I use the formula  $X∆Y=(X\setminus Y)\cup(Y\setminus X)$ in $A∆B=A∆C$. And further use the formula $X\setminus Y=X\cap Y^c$. I am not  able to reach the conclusion. Please help me.
 A: There are two ways: know or prove that $. \Delta .$ is a self-inverse group operation:
$$B = \emptyset \Delta B = (A \Delta A) \Delta B = A \Delta (A \Delta B) = A \Delta (A \Delta C) = (A \Delta A) \Delta C = \emptyset \Delta C = C$$
Or a direct proof using inclusion and the definitions:
Suppose $A \Delta B ( = (A \setminus B) \cup (B \setminus A) )= A \Delta C$.

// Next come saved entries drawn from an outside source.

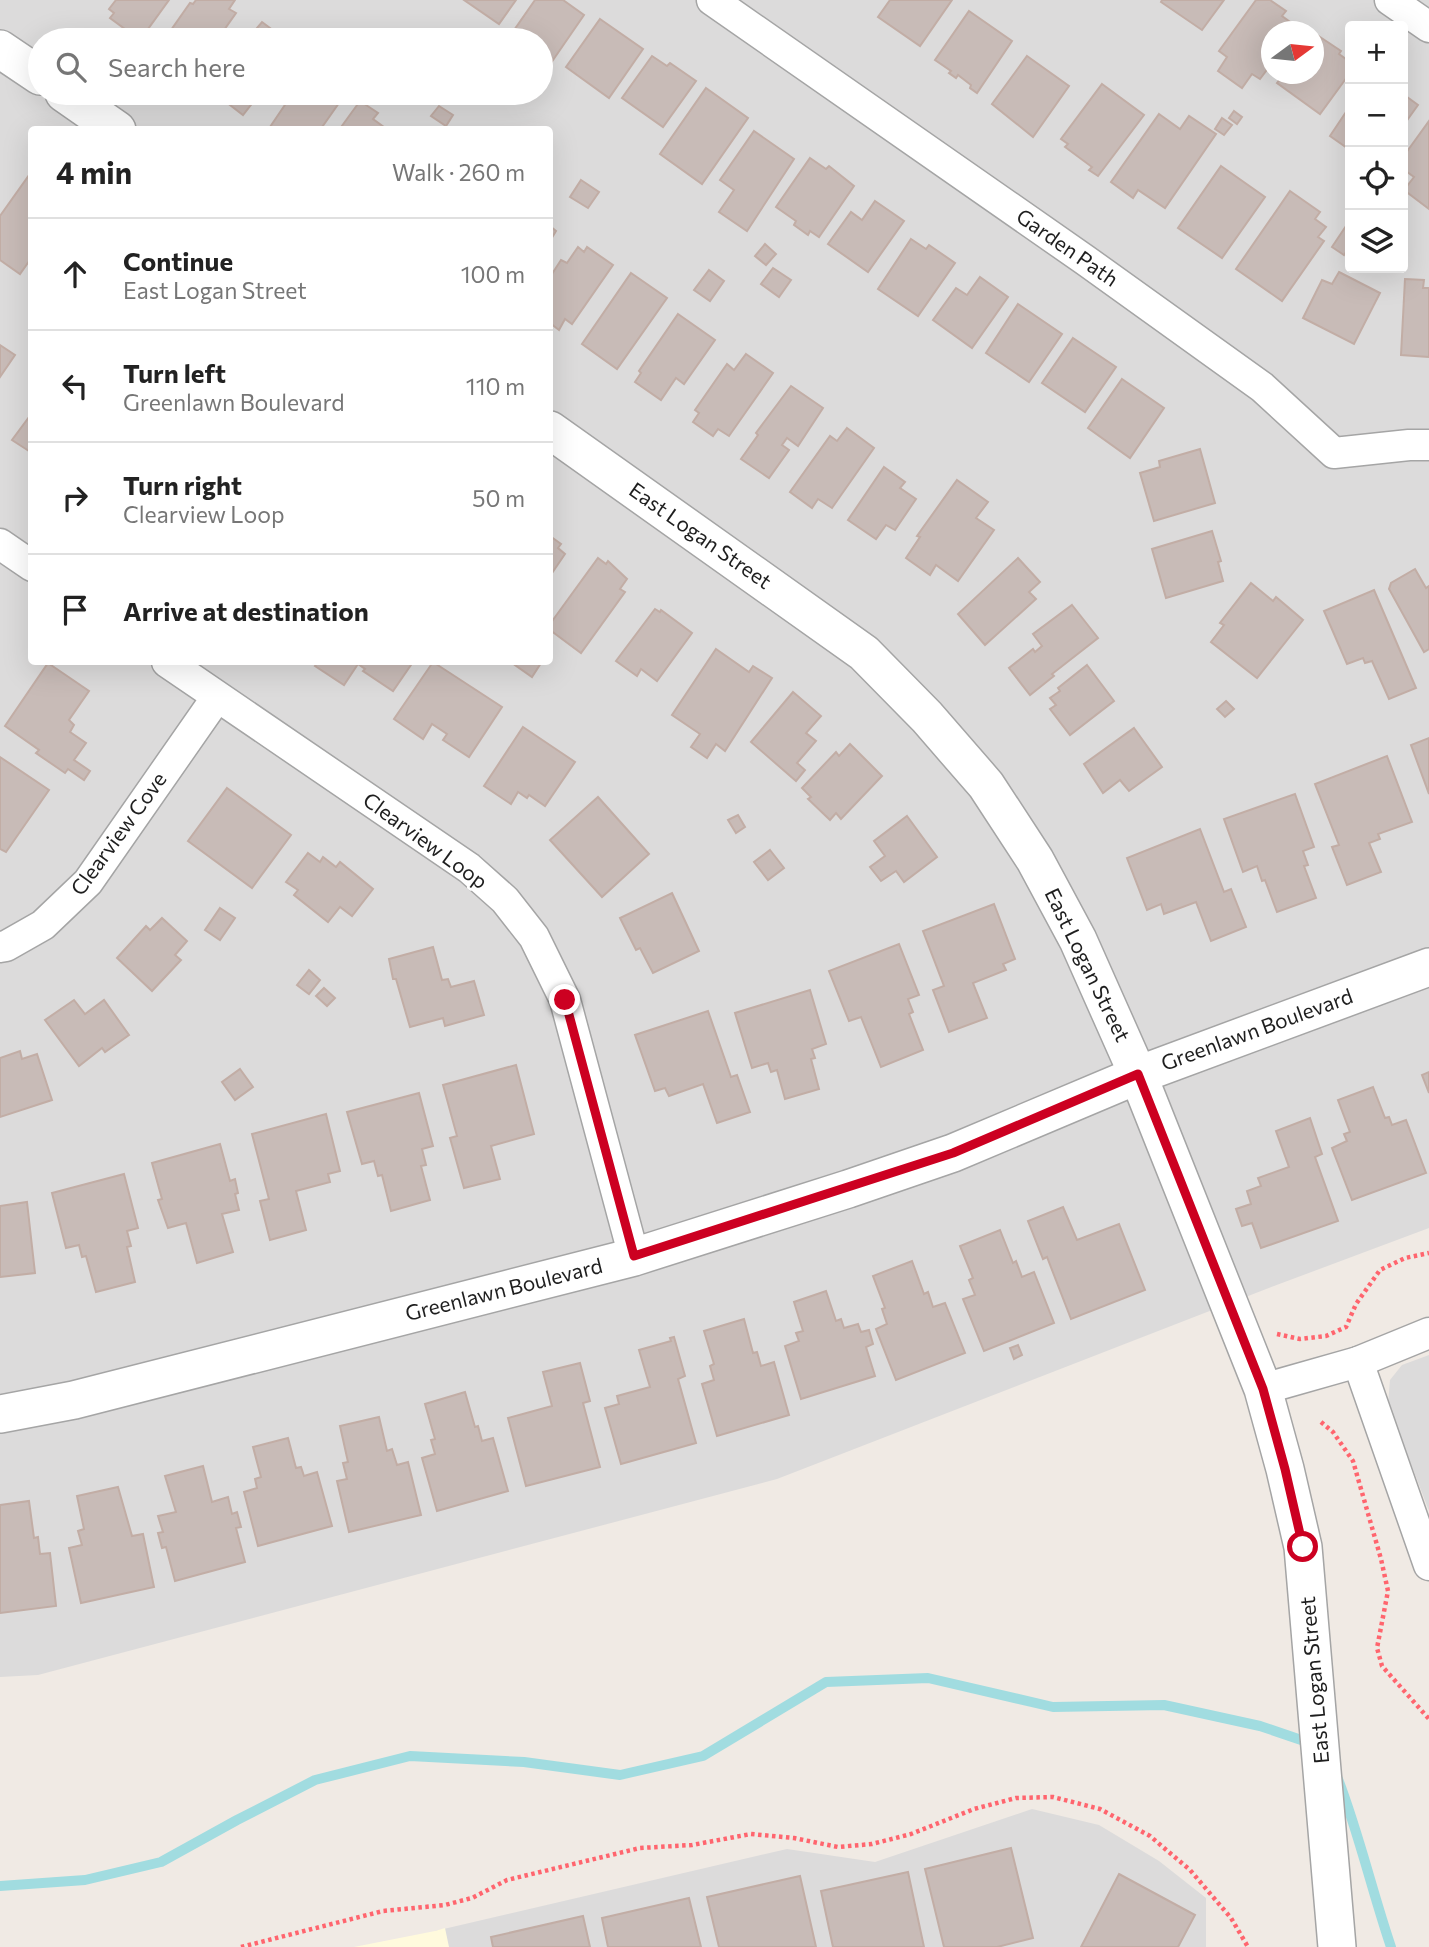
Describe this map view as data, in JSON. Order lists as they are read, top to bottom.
{
  "streets": {
    "street": [
      "Garden Path",
      "East Logan Street",
      "Clearview Cove",
      "Clearview Loop",
      "Greenlawn Boulevard"
    ]
  },
  "crossings": [
    ["East Logan Street", "Greenlawn Boulevard"],
    ["Clearview Cove", "Clearview Loop"],
    ["Clearview Loop", "Greenlawn Boulevard"]
  ],
  "north": "right",
  "page": {
    "map_buttons": ["+", "−"],
    "search": "Search here",
    "heading": ["4 min", "Walk · 260 m"],
    "list": [
      ["Continue", "East Logan Street", "100 m"],
      ["Turn left", "Greenlawn Boulevard", "110 m"],
      ["Turn right", "Clearview Loop", "50 m"],
      "Arrive at destination"
    ]
  }
}
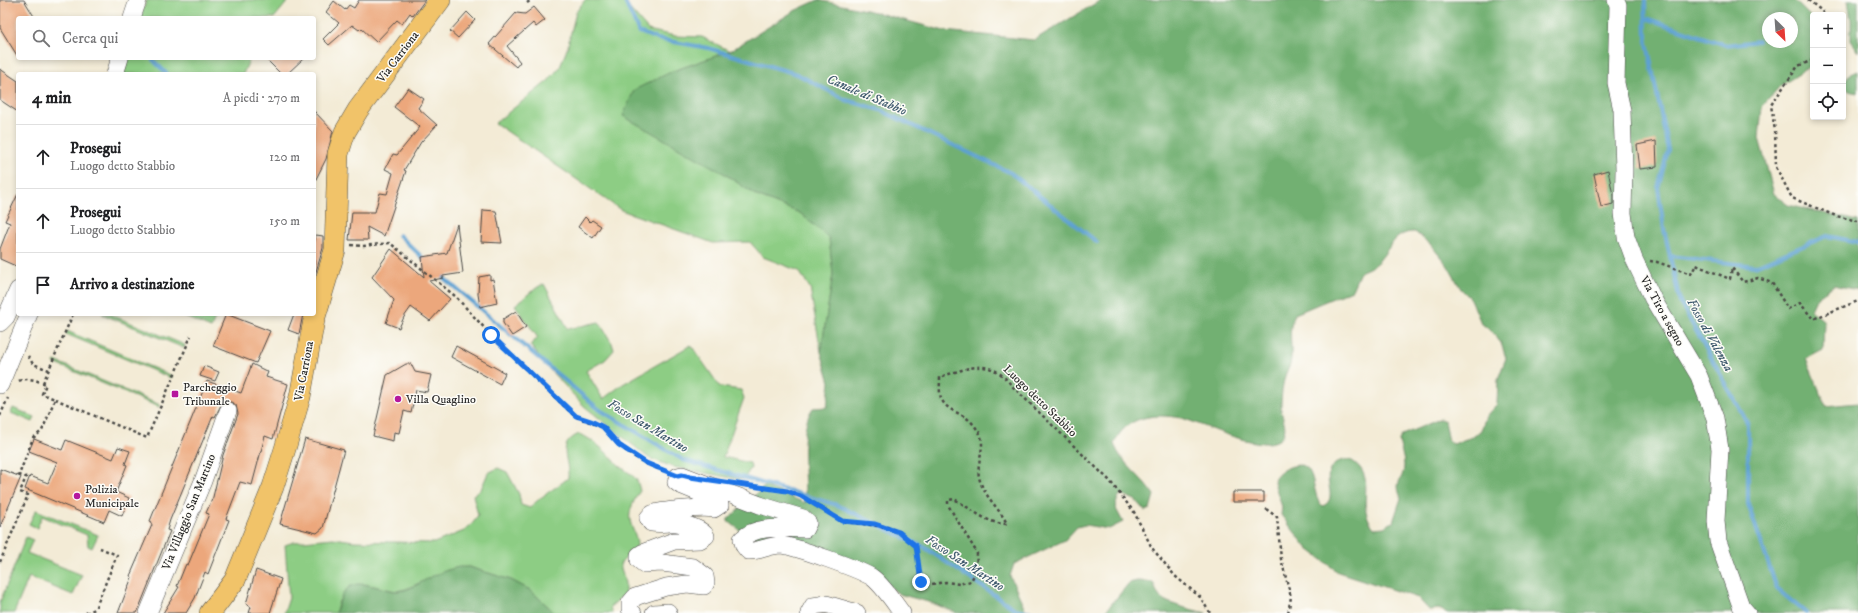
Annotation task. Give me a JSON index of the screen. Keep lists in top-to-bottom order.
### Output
{
  "streets": {
    "main road": ["Via Carriona"],
    "street": ["Via Tiro a segno", "Via Villaggio San Martino"],
    "path": ["Luogo detto Stabbio"]
  },
  "water": ["Canale di Stabbio", "Fosso di Valenza", "Fosso San Martino"],
  "places": {
    "transit": ["Parcheggio Tribunale"],
    "other": ["Villa Quaglino", "Polizia Municipale"]
  },
  "north": "bottom right",
  "page": {
    "map_buttons": ["+", "−"],
    "search": "Cerca qui",
    "heading": ["4 min", "A piedi · 270 m"],
    "list": [
      ["Prosegui", "Luogo detto Stabbio", "120 m"],
      ["Prosegui", "Luogo detto Stabbio", "150 m"],
      "Arrivo a destinazione"
    ]
  }
}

Let $x \in B$. If $x \notin A$ then $x \in A \Delta B$ so $x \in A \Delta C$ and as $x \notin A$ we get $x \in C$.
If $x \in A$. the $x \notin A \Delta B$ so $x \notin A \Delta C$, and as $x \in A$ this means that $x \in C$ as well. 
So $B \subseteq C$. The other inclusion is the same, interchanging  the rôles of $B$ and $C$.
A: The key to such problems is to follow a single, arbitrary, element through the equations.
I will prove $B\subseteq C$.  Let $b\in B$ be arbitrary.  We now have two cases.  If $b\in A$, then $b\notin A\Delta B$.  Since $A\Delta B=A\Delta C$, then $b\notin A\Delta C$.  But $b\in A$, so we must have $b\in C$.  The second case is if $b\notin A$.  Now $b\in A\Delta B = A\Delta C$.  Since $b\notin A$, we must have $b\in C$.  So, in both cases, for any $b\in B$, we must have $b\in C$.  This proves $B\subseteq C$.
We now do a similar argument (or use symmetry) to prove that $C\subseteq B$.  Combining with the previous we conclude that $B=C$.
A: Using the indicator functions in $\Bbb{Z}/2\Bbb{Z}$: consider $X := A\cup B\cup C$ so that for $D\subset X$, $\Bbb{1}_D: X \to \Bbb{Z}/2\Bbb{Z}$ is defined as usual. Then $\Bbb{1}_{D\Delta E}= \Bbb{1}_D + \Bbb{1}_E$ for all $D,E\subset X$ (simple calculation).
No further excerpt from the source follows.